16 de junho de 2017 - 07:28

Produtores buscam alternativas junto à Conab para reduzir déficit

Capacidade de armazenagem cresce, mas situação de MT preocupa

Gabriele Schimanoski

, da Redação

gabriele.schimanoski@olivre.com.br

Thiago Silva/Estadão Conteúdo

Estoque de milho a céu aberto por conta da falta de armazéns na cidade de Sinop, no Mato Grosso em 2013

Estoque de milho a céu aberto por conta da falta de armazéns na cidade de Sinop, no Mato Grosso em 2013


A capacidade de armazenamento de grãos no país cresceu 0,9% em 2016 e fechou o ano com capacidade total para 168 milhões de toneladas. O número foi publicado nesta quinta-feira (8) com a divulgação da Pesquisa de Estoques do Instituto Brasileiro de Geografia e Estatística (IBGE) referente ao segundo semestre de 2016.

A notícia parece animadora, mas em Mato Grosso a situação preocupa produtores. Não houve crescimento significativo no armazenamento de grãos na região Centro-Oeste. Mato Grosso é o estado que tem o maior déficit de armazenagem de grãos do país: 35 milhões de toneladas considerando a margem da FAO, conforme antecipou o LIVRE.

Tentando mudar esse cenário, produtores de soja e milho estão buscando alternativas, como é o caso dos de Diamantino (183 km de Cuiabá). Lá, um grupo se reuniu e propôs para a Companhia Nacional de Abastecimento (Conab) uma parceria para a reativação de uma Unidade de Armazenagem (UA) no município. A reforma ficaria por conta dos produtores. Em contrapartida, a Conab cederia a utilização do espaço, fechado há seis anos.
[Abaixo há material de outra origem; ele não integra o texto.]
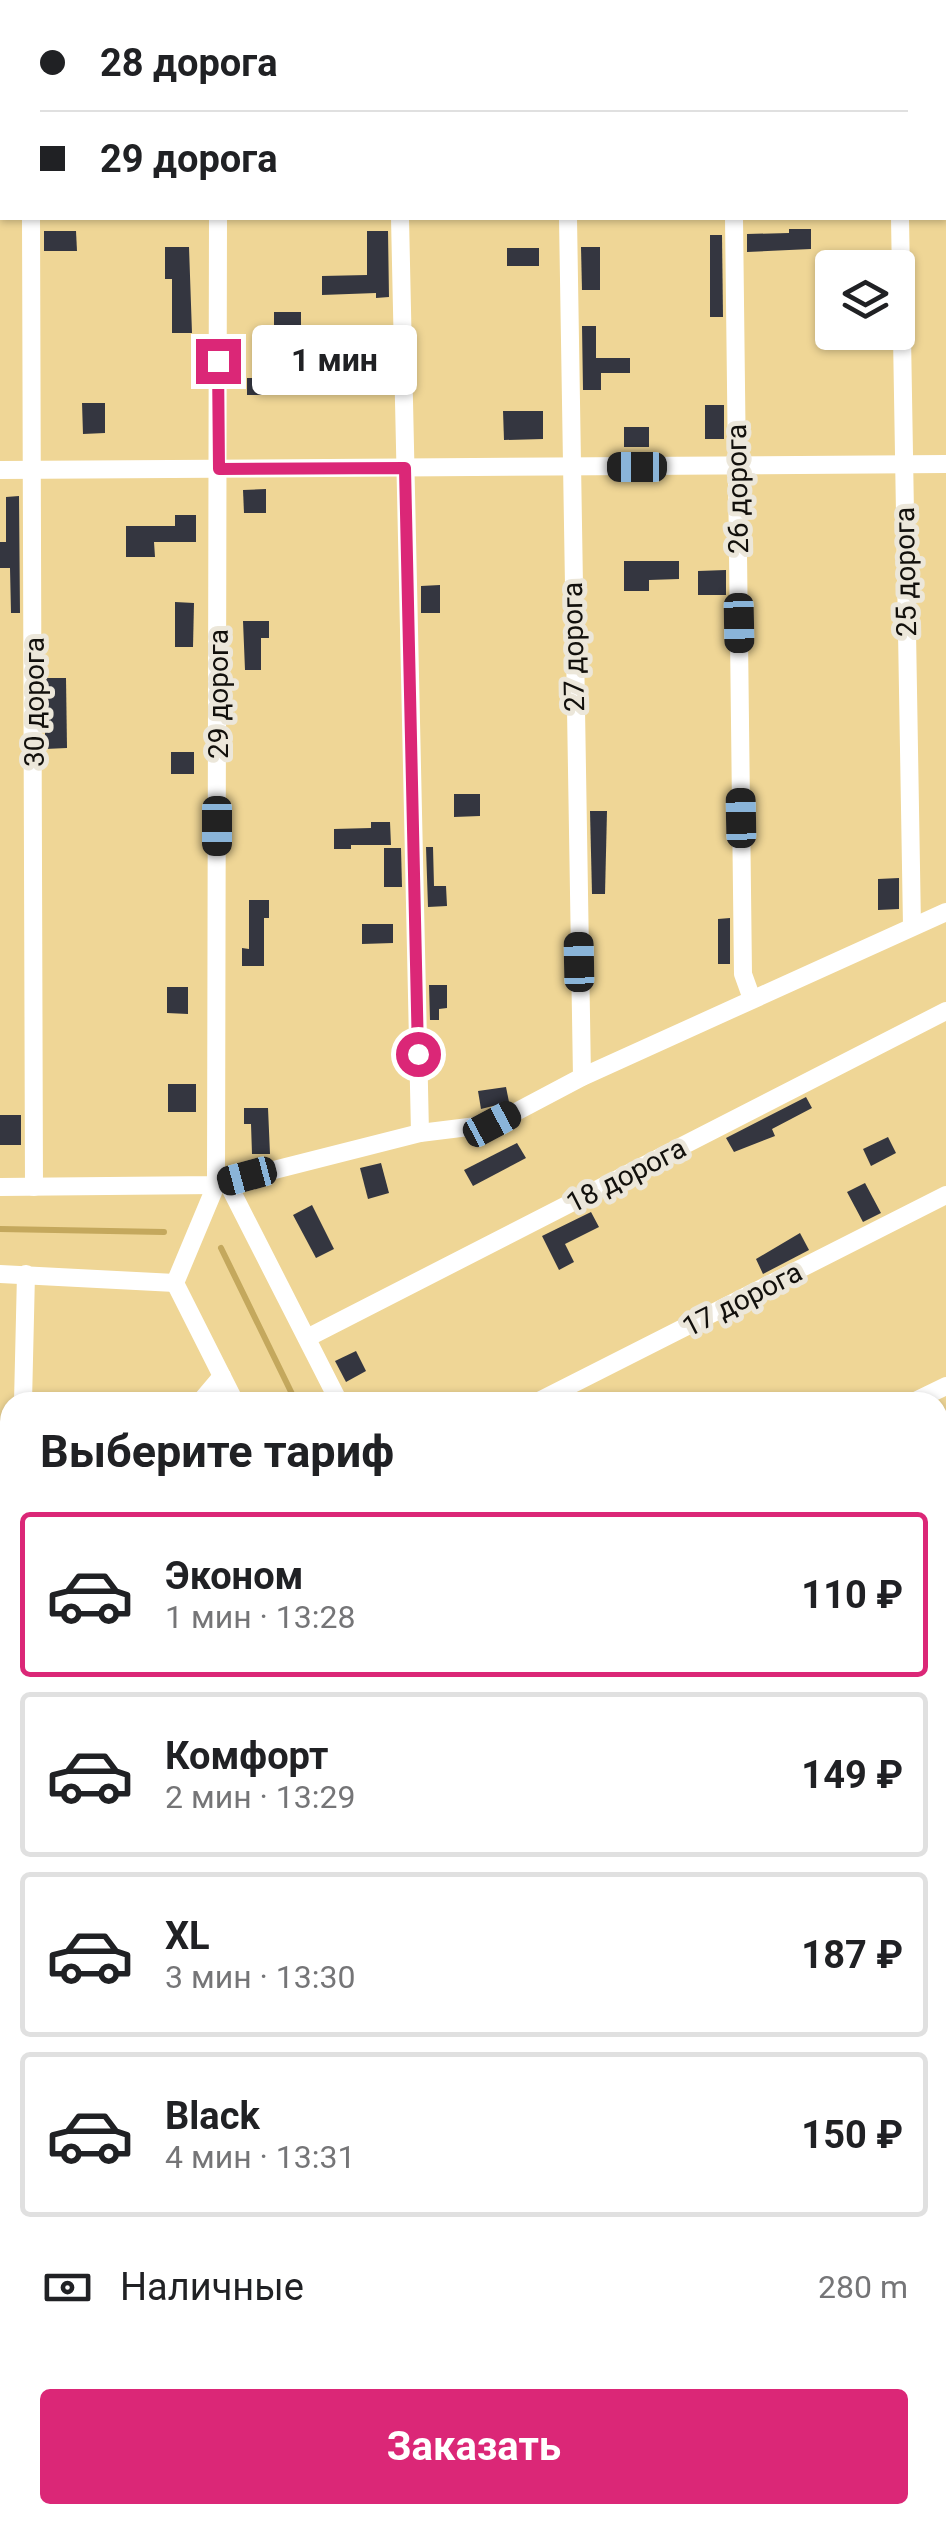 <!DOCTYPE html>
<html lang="ru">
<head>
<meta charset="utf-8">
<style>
  body { margin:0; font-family:Roboto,sans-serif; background:#f2f2f2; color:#202124; height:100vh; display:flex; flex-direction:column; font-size:38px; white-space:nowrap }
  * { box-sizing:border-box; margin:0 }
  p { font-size:32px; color:#757577 }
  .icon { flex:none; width:55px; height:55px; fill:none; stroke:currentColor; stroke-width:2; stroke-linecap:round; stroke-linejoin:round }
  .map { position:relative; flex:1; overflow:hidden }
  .sheet { position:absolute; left:0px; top:1392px; width:948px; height:1132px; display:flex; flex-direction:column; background:#fff; border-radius:30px 30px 0 0; box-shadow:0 2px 8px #0004 }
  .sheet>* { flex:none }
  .guide { position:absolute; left:0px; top:0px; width:948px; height:220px; box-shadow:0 2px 8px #0004; display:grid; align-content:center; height:220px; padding:0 40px; background:#fff }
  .fabs { position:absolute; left:815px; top:250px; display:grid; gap:20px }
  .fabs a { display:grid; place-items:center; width:100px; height:100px; border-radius:10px; background:#fff; box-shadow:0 2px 8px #0004; font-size:50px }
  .end { position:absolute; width:45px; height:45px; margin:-22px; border:12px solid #db2777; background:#fff; box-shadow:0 0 0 5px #fff }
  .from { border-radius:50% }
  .bubble { position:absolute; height:70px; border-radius:10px; background:#fff; box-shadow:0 2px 8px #0004; font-size:32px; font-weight:700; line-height:70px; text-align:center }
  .car { position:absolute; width:30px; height:60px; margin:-30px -15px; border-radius:12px; box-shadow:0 0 8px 2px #0007; background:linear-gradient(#222 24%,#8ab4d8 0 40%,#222 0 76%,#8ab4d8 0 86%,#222 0) }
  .guide b { display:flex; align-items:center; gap:35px; height:95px; font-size:38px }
  .guide b+b { border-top:2px solid #e0e0e0 }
  .guide i { width:25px; height:25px; background:#202124 }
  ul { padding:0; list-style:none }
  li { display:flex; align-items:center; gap:30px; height:165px; margin:0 20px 15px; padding:0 20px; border:5px solid #e0e0e0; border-radius:10px }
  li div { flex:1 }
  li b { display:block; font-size:38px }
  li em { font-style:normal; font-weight:700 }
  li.current { border-color:#db2777 }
  li>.icon { width:90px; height:90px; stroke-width:1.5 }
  h2 { padding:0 40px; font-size:45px; line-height:120px }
  .pay { display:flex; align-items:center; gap:25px; height:110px; padding:0 40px; font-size:38px }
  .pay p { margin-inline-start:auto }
  .button { display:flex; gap:20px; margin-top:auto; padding:20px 40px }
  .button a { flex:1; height:115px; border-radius:10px; background:#db2777; color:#fff; font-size:40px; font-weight:700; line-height:115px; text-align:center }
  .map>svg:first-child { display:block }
</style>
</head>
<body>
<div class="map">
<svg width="946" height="2524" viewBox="0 0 946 2524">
  <rect width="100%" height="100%" fill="#ece7da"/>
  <path fill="#efd696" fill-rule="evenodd" d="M0,0H946V2524H0ZM2,2H945V218H2ZM832,268H898V332H832ZM10,1402H938V2515H10Z"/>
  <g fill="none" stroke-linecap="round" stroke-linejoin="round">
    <g stroke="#c4a85d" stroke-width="6">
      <polyline points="0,1229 164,1232"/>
      <polyline points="221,1248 296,1402"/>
      <polyline points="825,2515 830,2524"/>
    </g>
  </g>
  <g fill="#343640">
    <polygon points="789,229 811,229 811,249 747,252 747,234 789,233"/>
    <polygon points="44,231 76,231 77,251 44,251"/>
    <polygon points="367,231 388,231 389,297 376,298 376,293 322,295 322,276 367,275"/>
    <polygon points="710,235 722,235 723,317 710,317"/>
    <polygon points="165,247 189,247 192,333 172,333 172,279 165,279"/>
    <polygon points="581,247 600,247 600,290 582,290"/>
    <rect x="507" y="248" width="32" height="18"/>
    <rect x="274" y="312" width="27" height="26"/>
    <polygon points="582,326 596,326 596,358 630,358 630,373 601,373 601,390 583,390"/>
    <polygon points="254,357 278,357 278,377 270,377 270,395 247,395 247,378 254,378"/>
    <polygon points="82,403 105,403 105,433 83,434"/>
    <rect x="705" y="405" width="19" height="34"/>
    <polygon points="503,411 543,411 543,439 504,440"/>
    <rect x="624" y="427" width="25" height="20"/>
    <polygon points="266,489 266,513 244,513 243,490"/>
    <polygon points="19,496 20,613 11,613 10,568 0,568 0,542 6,542 6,497"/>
    <polygon points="175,515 196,515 196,542 154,542 155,557 126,557 126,526 175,526"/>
    <polygon points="624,561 679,561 679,579 649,580 649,591 624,591"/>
    <polygon points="726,570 726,595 698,595 698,571"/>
    <polygon points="440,585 440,613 421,613 421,586"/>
    <polygon points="175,602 194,603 193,647 175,647"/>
    <polygon points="243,621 269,621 269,638 261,638 261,670 245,670"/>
    <polygon points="45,678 66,678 67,748 45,749"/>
    <rect x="171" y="752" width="23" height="22"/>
    <polygon points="454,794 480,794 480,816 454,817"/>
    <polygon points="590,811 607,811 605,894 592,894"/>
    <polygon points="371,822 390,822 391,845 351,845 351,849 334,849 334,829 371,828"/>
    <polygon points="426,847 433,847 434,886 446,886 447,906 428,907"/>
    <polygon points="384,848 401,848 402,887 384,887"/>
    <polygon points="899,878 899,909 878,910 878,879"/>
    <polygon points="249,900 269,900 269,918 264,918 264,966 242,966 242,948 249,949"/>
    <polygon points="730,918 730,964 718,964 718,919"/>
    <polygon points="362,924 393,924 393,943 362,944"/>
    <polygon points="429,985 447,985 447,1008 439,1009 439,1020 430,1020"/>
    <polygon points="167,987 188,987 188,1014 167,1013"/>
    <rect x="168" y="1084" width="28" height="28"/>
    <polygon points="506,1087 509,1102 481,1109 478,1091"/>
    <polygon points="806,1097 812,1108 772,1129 775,1136 734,1152 726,1138"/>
    <polygon points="244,1108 268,1108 270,1154 252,1154 251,1124 244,1124"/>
    <rect x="0" y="1115" width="21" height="30"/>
    <polygon points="888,1137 896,1153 871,1166 863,1149"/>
    <polygon points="517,1143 526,1158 473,1186 464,1170"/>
    <polygon points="381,1163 389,1193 368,1199 360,1168"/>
    <polygon points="865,1183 881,1213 863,1222 847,1192"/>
    <polygon points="312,1205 334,1249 316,1258 293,1215"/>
    <polygon points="591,1212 599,1227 565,1244 574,1262 559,1270 542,1236"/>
    <polygon points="800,1233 809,1250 763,1274 756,1259"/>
    <polygon points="356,1351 366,1371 346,1382 335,1361"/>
  </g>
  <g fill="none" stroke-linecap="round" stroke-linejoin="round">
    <polyline stroke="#fff" stroke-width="9" points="0,2006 10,2006"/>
    <g stroke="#fff" stroke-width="18">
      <polyline points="29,0 29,2"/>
      <polyline points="217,0 217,2"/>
      <polyline points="396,0 396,2"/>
      <polyline points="565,0 566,2"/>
      <polyline points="731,0 731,2"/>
      <polyline points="897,0 897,2"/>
      <polyline points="31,218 34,1187"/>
      <polyline points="400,218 420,1133"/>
      <polyline points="568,218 582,1077"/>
      <polyline points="734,218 743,974 752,999"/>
      <polyline points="900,218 912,926"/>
      <polyline points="0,470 946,464"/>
      <polyline points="227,1182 420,1133 493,1124 582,1077 946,912"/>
      <polyline points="0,1187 216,1185 227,1182 339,1402"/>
      <polyline points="0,1274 175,1283"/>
      <polyline points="175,1283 216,1185 218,218"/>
      <polyline points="175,1283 235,1402"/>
      <polyline points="307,1338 946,1011"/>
      <polyline points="23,1402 26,1274"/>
      <polyline points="200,1402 222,1376"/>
      <polyline points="537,1402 946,1195"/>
      <polyline points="913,1402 946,1386"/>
      <polyline points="938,1573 946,1569"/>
      <polyline points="938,1760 946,1756"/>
      <polyline points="938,1953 946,1949"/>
      <polyline points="938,2160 946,2156"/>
      <polyline points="938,2358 946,2354"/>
      <polyline points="13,2515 13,2524"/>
      <polyline points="528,2515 528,2524"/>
      <polyline points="764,2515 766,2524"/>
      <polyline points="858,2515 862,2524"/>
      <polyline points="181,2524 181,2515"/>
      <polyline points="358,2524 358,2515"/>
    </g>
  </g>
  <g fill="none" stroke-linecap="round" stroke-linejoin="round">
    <polyline stroke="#db2777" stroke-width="12" points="218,361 219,469 405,468 418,1054"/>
  </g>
  <g text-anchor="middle" stroke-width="10" stroke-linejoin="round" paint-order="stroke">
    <g font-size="28" fill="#12100c" stroke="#ece7da">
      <text transform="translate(737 489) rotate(-91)" y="10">26 дорога</text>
      <text transform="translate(905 572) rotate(-91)" y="10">25 дорога</text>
      <text transform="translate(573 647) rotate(-91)" y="10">27 дорога</text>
      <text transform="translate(218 694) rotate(-90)" y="10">29 дорога</text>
      <text transform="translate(34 702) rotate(-90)" y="10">30 дорога</text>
      <text transform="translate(626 1175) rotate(-27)" y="10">18 дорога</text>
      <text transform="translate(742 1299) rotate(-27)" y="10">17 дорога</text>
    </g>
  </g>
</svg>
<div class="fabs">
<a><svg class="icon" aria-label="layers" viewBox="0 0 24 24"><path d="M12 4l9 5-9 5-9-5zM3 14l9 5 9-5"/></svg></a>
</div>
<i class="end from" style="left:418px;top:1054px"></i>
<i class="end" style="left:218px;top:361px"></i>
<div class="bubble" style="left:252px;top:325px;width:165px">1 мин</div>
<i class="car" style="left:637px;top:467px;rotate:270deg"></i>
<i class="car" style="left:739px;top:623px;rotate:179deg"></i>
<i class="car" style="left:741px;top:818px;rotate:359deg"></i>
<i class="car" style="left:217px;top:826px;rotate:180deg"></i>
<i class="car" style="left:579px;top:962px;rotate:359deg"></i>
<i class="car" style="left:492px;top:1124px;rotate:62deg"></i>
<i class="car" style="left:247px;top:1176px;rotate:255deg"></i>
<div class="guide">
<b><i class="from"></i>28 дорога</b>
<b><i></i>29 дорога</b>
</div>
<section class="sheet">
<h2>Выберите тариф</h2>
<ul>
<li class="current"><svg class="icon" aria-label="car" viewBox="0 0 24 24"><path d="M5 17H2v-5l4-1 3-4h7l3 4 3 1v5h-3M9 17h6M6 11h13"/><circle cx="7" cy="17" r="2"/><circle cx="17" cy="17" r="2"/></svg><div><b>Эконом</b><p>1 мин · 13:28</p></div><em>110 ₽</em></li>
<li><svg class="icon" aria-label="car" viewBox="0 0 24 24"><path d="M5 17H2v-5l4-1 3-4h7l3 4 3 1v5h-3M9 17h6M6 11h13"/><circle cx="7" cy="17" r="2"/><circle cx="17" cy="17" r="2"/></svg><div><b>Комфорт</b><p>2 мин · 13:29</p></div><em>149 ₽</em></li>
<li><svg class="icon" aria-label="car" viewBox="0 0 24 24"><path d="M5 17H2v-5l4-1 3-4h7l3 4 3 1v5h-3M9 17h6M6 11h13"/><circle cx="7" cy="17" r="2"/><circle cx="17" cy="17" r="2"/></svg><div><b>XL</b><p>3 мин · 13:30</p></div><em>187 ₽</em></li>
<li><svg class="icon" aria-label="car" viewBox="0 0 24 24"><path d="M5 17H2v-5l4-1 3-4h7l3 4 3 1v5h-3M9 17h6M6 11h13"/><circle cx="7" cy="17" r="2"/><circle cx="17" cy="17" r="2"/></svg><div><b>Black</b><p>4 мин · 13:31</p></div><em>150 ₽</em></li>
</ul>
<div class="pay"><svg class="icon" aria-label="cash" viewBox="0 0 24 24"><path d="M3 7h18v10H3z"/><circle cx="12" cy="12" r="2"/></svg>Наличные<p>280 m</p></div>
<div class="button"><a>Заказать</a></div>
</section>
</div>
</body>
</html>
Caso a companhia aceite a proposta, os armazéns deverão receber toneladas de milho seco. O local tem capacidade estática de 27,6 mil toneladas. “Não resolve o problema do estado, mas já ameniza a situação da região”, destacou Fabrício Rosa, diretor Executivo da Aprosoja Brasil. A Unidade de Diamantino também possui uma área específica para o beneficiamento de grãos, como secadores e máquinas de limpeza.

Rosa explica que foi pedido junto à Superintendência da Companhia um levantamento para saber o que precisa ser reformado no armazém. A ideia é que produtores e Conab trabalhem juntos para que a obra seja viabilizada o mais rápido possível, afirmou. “Voltando a operar, muitos produtores já serão beneficiados”.

Além das parcerias, alguns produtores se articulam para tentar financiar a reforma ou construção de silos e armazéns depois do anúncio da redução de dois pontos percentuais nos juros no Programa para Construção e Ampliação de Armazéns (PCA), passando de 8,5% para 6,5% ao ano.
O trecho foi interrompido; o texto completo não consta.